[Stored items from a collection]
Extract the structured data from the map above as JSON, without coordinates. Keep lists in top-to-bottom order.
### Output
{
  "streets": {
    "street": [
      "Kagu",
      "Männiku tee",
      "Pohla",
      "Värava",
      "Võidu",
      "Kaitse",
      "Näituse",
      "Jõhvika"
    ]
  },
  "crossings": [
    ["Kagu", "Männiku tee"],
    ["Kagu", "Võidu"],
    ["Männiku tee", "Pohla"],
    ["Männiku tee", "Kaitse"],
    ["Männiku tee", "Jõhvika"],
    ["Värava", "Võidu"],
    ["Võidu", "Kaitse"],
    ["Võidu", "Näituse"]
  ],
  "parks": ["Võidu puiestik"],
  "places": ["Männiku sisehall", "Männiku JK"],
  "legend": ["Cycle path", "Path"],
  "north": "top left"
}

Task brief
Print the records again, exactly as they stand above.

Answer space
Extract the structured data from the map above as JSON, without coordinates. Keep lists in top-to-bottom order.
### Output
{
  "streets": {
    "street": [
      "Kagu",
      "Männiku tee",
      "Pohla",
      "Värava",
      "Võidu",
      "Kaitse",
      "Näituse",
      "Jõhvika"
    ]
  },
  "crossings": [
    ["Kagu", "Männiku tee"],
    ["Kagu", "Võidu"],
    ["Männiku tee", "Pohla"],
    ["Männiku tee", "Kaitse"],
    ["Männiku tee", "Jõhvika"],
    ["Värava", "Võidu"],
    ["Võidu", "Kaitse"],
    ["Võidu", "Näituse"]
  ],
  "parks": ["Võidu puiestik"],
  "places": ["Männiku sisehall", "Männiku JK"],
  "legend": ["Cycle path", "Path"],
  "north": "top left"
}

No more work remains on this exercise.